Powell entered politics in 1993 after he was appointed New Mexico commissioner of public lands by Governor Bruce King. He was elected to a full term in 1994 and reelected in 1998. Due to term limits, Powell could not run again in 2002. He ran again in 2006 and narrowly lost to Jim Baca, whom he had succeeded in 1993, in the Democratic primary. Powell ran once again in 2010 and this time was successful. He lost in 2014 to Republican Aubrey Dunn Jr. by a margin of 704 votes out of nearly 500,000 cast.

Prior to his election as Commissioner in 2010, Powell worked with scientist and humanitarian Jane Goodall and for the Jane Goodall Institute. Powell served as the elected state land commissioner from 1993 to 2002 and from 2011 to 2014. He was the president and vice-president of the 22-member Western States Land Commissioners Association from 1996 to 1998. He served as a special assistant to Governor Bruce King with responsibility for environment, natural resources, health, and recreation. Powell served two terms as a member of the United States Department of Agriculture Committee on Foreign Animal and Poultry Diseases.
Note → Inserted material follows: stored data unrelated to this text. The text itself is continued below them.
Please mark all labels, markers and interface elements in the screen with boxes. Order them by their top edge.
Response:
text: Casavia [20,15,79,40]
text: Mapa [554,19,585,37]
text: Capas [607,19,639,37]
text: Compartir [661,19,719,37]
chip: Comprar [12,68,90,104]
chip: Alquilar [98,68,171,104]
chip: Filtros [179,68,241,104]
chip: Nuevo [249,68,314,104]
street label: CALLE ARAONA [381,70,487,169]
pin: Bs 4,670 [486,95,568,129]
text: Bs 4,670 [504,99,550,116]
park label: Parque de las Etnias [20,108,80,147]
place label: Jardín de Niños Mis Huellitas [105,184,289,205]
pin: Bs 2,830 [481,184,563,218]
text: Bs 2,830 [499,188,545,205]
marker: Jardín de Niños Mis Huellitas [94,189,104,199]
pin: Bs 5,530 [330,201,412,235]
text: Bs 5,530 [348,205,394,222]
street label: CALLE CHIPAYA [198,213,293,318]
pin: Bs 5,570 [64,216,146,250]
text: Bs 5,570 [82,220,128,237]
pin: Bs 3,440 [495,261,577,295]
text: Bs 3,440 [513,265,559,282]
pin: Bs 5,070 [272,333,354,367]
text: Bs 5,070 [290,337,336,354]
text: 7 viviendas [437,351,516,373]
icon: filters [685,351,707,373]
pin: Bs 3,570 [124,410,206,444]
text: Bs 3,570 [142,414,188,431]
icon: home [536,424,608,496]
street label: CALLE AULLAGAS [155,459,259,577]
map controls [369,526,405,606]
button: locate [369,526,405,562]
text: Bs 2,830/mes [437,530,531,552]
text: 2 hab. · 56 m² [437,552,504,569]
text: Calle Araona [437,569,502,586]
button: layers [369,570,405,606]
In this capacity he gained significant expertise in understanding the impacts of disease and other pathogens on our human and domestic and wild animal populations. Powell served as a member of the New Mexico Board of Veterinary Regulation and Licensing from 2002 to 2010. He was the chairman of the board for much of his tenure, focusing on the humane treatment of animals.

== Personal life ==
Powell is married to Jean Civikly-Powell, a professor emerita of Communication at the University of New Mexico. She has served as Ombudsperson for the UNM faculty since 1999.